Drivers

EOSC-ENTRUST has four drivers, or use cases, which are prototypic for federated, multinational use of TREs in research practice across scientific domains and user communities.

Each driver highlights and validates specific aspects of the TRE functionality and represents different sectors (e.g. health, social sciences, public/private collaborations) which require secure and reliable sharing and analysing of sensitive data.

Driver 1

Driver 1

Demonstrate scalability and interoperability of the blueprint in a high data volume (genomics) network of local TRE nodes distributed across multiple countries.

Read more

Driver 2

Driver 2

Demonstrate the applicability of the blueprint across very heterogeneous scientific domains, e.g. social and life sciences.

Read more

Driver 3

Driver 3

Demonstrate the potential ability of the blueprint to bridge traditionally very separated data domains of clinical trials and real-world health data in one solution architecture.

Read more

Driver 4

Driver 4

Demonstrate the applicability of the blueprint beyond the academic context in a public-private network with SME providers.

Read more

Partners

EMBL, CRG, BSC, CSC

Challenge

Genetic data generated in a healthcare context is subject to more stringent information governance than research data and must adhere to national data regulations and laws.
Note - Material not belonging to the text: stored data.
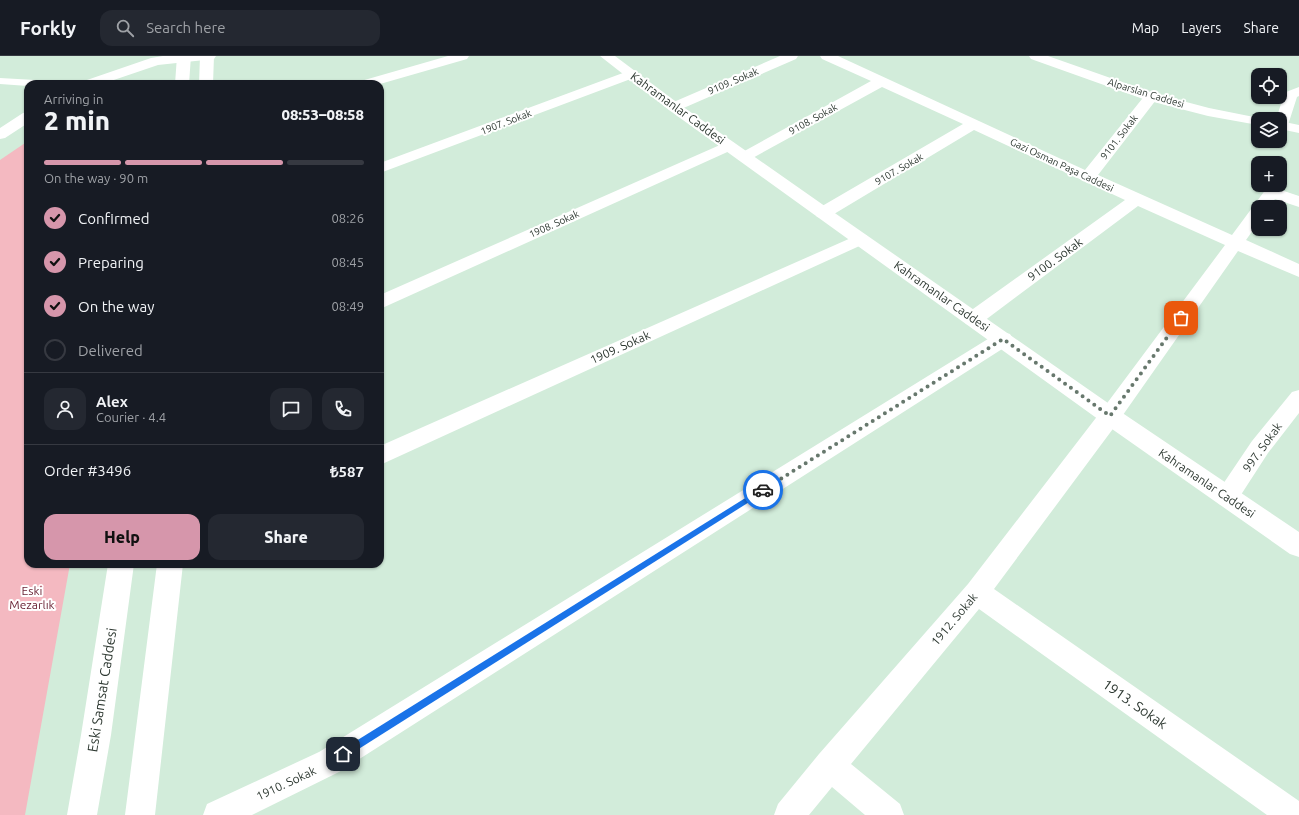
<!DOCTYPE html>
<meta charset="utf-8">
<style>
:root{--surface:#171b24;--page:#242831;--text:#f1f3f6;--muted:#9ea1a6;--line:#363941;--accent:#d696ab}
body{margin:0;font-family:Ubuntu,sans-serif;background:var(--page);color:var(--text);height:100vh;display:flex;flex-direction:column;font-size:15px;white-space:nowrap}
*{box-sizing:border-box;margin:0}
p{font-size:13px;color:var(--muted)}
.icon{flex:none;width:22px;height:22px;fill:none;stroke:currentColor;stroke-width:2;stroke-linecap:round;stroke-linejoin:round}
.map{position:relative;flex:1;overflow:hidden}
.panel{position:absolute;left:24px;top:24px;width:360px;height:488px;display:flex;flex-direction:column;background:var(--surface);border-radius:12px;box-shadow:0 1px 3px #0004}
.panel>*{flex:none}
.tools{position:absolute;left:1251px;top:12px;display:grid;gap:8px}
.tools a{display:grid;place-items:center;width:36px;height:36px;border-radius:8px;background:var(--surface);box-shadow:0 1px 3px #0004;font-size:20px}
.pin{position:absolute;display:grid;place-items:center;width:34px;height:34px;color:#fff;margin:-17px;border-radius:8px;box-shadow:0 2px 6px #0006}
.courier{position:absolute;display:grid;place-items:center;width:40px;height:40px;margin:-20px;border:3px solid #1a73e8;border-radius:50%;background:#fff;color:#222;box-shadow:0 1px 5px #0007}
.headline em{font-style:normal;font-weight:800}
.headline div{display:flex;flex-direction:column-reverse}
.headline{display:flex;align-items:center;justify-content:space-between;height:68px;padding:0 20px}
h1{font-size:26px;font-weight:800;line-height:30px}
.bar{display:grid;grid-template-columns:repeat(4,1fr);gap:6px 4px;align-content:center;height:48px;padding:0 20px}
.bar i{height:5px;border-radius:3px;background:var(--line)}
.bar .current{background:var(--accent)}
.bar p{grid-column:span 4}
.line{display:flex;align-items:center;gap:10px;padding:0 20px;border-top:1px solid var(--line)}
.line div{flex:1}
.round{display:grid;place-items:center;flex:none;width:42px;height:42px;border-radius:12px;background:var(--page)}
ol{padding:0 20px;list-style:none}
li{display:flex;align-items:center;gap:12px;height:44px}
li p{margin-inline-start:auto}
li .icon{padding:4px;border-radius:50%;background:var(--accent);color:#111;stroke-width:4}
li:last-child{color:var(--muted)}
li i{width:22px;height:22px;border:2px solid var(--line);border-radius:50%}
.primary-button{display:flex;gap:8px;margin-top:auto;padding:8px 20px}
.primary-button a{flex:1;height:46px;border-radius:12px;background:var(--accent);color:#111;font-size:16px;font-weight:800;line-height:46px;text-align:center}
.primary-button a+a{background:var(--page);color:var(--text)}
header{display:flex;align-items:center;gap:24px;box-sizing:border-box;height:56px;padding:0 20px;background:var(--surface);border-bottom:1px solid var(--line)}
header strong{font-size:19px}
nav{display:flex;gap:22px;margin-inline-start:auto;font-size:14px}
.search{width:280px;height:36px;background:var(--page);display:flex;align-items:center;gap:10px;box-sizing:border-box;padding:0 14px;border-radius:12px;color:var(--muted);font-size:15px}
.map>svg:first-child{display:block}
.green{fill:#f4b9c1}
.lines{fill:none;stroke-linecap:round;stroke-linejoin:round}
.service{fill:#fff;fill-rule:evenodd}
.minor{fill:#fff;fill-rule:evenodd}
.tertiary{fill:#fff;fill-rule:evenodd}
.route{fill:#1a73e8}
.done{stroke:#67786d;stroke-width:4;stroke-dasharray:0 7.2}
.labels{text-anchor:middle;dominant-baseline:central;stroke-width:4;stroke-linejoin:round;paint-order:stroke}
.far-street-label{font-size:10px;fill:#2e3932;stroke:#fff}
.street-label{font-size:12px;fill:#2e3932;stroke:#fff}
.park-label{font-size:12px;fill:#661e30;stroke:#fff}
.near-street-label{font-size:14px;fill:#2e3932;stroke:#fff}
</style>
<header>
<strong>Forkly</strong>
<div class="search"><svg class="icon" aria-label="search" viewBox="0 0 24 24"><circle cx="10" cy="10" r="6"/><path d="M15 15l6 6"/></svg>Search here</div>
<nav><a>Map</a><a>Layers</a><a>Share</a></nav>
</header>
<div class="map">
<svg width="1299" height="759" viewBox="0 0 1299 759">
<rect width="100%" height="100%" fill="#d2ecda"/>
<path class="green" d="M28 85V508H70L25 759H0V104Z"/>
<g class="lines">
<path class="service" d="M0 22 53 25 59 28H28V30L0 28Z"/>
<path class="minor" d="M163 0H216L214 3 158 9 102 28H82L84 25 151 2Z
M448 0H469L467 3 380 28H359L361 25Z
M780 0H798L796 3 679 54 674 55 669 54 667 51 669 48Z
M820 0H838L1085 114 1146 38 1151 37 1156 38 1158 41 1156 44 1098 119 1232 179 1266 133 1272 131 1299 140V151L1275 143 1269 151H1258V167L1246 184 1299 208V221L1238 195 1118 366 994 533 1299 745V759H1267L979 553 851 708 900 748 904 759H865L832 731 809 759H774L778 748 819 698 968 528 1102 354 1225 189 1138 150 980 268 973 270 966 268 963 263 966 258 1125 144 974 74 829 161 823 162 817 161 815 157 817 153 963 68 882 31 749 104 744 106 739 104 736 101 739 98 871 25 822 3Z
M631 14 636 15 638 18 636 21 380 117V107Z
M1299 31V40L1297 41 1288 69 1286 72 1280 73V63H1276L1284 39 1286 36Z
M28 56V67L5 82 0 83V72L23 57Z
M729 85 734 87 737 90 734 93 380 253V239Z
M860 178 866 179 869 183 866 187 380 409V390Z
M1003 276 1010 278 1013 283 1010 288 339 716 252 759H203L207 748 319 696 996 278Z
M1299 334V357L1268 397 1235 448 1227 451 1219 448 1215 441 1219 434 1252 385 1292 336Z"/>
<path class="tertiary" d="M177 0H191L189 28H175Z
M200 0H214L213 28H199Z
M600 0H615L679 48 829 153 1118 354 1299 476V501L1290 498 1102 366 669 54Z
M1029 0H1048L1156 38 1209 52 1264 63H1258V69L1208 60 1146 44 1031 3Z
M1280 65 1299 69V77L1280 73Z
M108 508H134L111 679 97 759H67L81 679Z
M157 508H183L155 759H125Z"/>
</g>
<path class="route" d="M763 431 765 432V436L346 701 343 702 340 701 338 698 340 695Z"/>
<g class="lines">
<path class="done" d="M763 434 1003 283 1110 360 1181 262"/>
</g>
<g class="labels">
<g class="far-street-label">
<text transform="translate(733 25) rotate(-23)">9109. Sokak</text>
<text transform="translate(1146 37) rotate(17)">Alparslan Caddesi</text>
<text transform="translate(813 63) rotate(-29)">9108. Sokak</text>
<text transform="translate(506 66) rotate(-21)">1907. Sokak</text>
<text transform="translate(1119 81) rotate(-52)">9101. Sokak</text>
<text transform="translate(1062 109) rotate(25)">Gazi Osman Paşa Caddesi</text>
<text transform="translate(899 113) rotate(-30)">9107. Sokak</text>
<text transform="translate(554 168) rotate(-24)">1908. Sokak</text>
</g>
<g class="street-label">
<text transform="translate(678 52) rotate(36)">Kahramanlar Caddesi</text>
<text transform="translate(1055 203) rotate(-36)">9100. Sokak</text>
<text transform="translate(942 240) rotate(35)">Kahramanlar Caddesi</text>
<text transform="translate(620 291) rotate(-24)">1909. Sokak</text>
<text transform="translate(1262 391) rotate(-54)">997. Sokak</text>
<text transform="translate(1207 427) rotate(34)">Kahramanlar Caddesi</text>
<text transform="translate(954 563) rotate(-50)">1912. Sokak</text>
<text transform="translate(286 727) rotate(-25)">1910. Sokak</text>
</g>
<g class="park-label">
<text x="32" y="534">Eski<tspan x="32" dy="14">Mezarlık</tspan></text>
</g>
<g class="near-street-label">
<text transform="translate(102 634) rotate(-81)">Eski Samsat Caddesi</text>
<text transform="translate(1135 648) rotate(35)">1913. Sokak</text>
</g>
</g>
</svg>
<div class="tools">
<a><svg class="icon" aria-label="locate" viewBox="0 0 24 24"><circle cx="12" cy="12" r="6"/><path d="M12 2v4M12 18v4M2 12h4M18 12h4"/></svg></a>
<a><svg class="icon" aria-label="layers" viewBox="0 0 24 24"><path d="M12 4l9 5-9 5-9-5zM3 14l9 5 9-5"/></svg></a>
<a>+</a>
<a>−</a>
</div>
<div class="pin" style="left:1181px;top:262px;background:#ea580c"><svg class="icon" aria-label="bag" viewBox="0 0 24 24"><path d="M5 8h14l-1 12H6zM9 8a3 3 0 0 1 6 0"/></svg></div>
<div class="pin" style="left:343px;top:698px;background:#1f2937"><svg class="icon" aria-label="home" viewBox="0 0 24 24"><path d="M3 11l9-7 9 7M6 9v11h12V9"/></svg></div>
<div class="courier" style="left:763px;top:434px"><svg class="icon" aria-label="car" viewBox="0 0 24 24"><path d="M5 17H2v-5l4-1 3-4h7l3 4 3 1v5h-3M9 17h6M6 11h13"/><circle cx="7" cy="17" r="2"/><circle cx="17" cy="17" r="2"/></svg></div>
<section class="panel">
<div class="headline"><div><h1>2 min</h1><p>Arriving in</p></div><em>08:53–08:58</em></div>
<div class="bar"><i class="current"></i><i class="current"></i><i class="current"></i><i></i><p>On the way · 90 m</p></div>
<ol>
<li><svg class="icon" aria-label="check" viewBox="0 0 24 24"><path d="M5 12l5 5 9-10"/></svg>Confirmed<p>08:26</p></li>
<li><svg class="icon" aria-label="check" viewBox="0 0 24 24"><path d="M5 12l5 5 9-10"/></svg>Preparing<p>08:45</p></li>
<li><svg class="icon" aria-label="check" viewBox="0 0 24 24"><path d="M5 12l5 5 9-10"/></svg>On the way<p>08:49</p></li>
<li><i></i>Delivered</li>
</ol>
<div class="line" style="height:72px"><a class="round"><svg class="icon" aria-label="person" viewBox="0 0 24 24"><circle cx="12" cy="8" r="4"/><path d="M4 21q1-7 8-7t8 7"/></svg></a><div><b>Alex</b><p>Courier · 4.4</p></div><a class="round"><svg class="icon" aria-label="chat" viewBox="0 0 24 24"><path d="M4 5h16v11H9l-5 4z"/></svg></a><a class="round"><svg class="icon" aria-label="phone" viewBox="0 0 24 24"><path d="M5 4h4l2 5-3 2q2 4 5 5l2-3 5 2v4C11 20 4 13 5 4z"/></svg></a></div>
<div class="line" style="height:52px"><div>Order #3496</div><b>₺587</b></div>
<div class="primary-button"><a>Help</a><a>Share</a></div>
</section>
</div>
Using TREs is an accepted model for enabling secondary reuse of this data for research and is suitable for very large volumes of data. Within the European Genomic Data Infrastructure (GDI) and the Federated EGA (FEGA) projects, over twenty countries or nodes across Europe will be launching TREs for genomics data.

Genomic data is considered personal by GDPR and, hence, never anonymous. Real-world examples are lacking about using cross border TREs that include the ethical and legal aspects, together with the technical aspects of pseudonymity and anonymity by aggregation. TRE services for genetic data, which can be reused for other data types at volume, will require the connection of HPC resources.

Driver approach

This driver will reuse analysis workflows deposited at WorkflowHub, to process data served by FEGA members using Global Alliance for Genomics and Health (GA4GH) and other established standards. The development and testing phases would use synthetic, non-sensitive, data and would further be validated with sensitive data. The driver partners (BSC, CRG, CSC, EMBL-EBI) have extensive experience of sharing human genetic data and manage the federated model for discovery and access via FEGA which forms a core supporting infrastructure for the GDI.

The partners are leaders in the development and implementation of global standards for discovery and access of genomic data via the GA4GH. The driver partners (including many of the core project partners through ELIXIR) will take the baseline legal, operational and technical developments of the Federated EGA, and use them as input to the EOSC-ENTRUST architecture. Developments from EOSC-ENTRUST will be fed back to the GDI, to balance the domain-specific needs with interdisciplinary, EOSC-based standards.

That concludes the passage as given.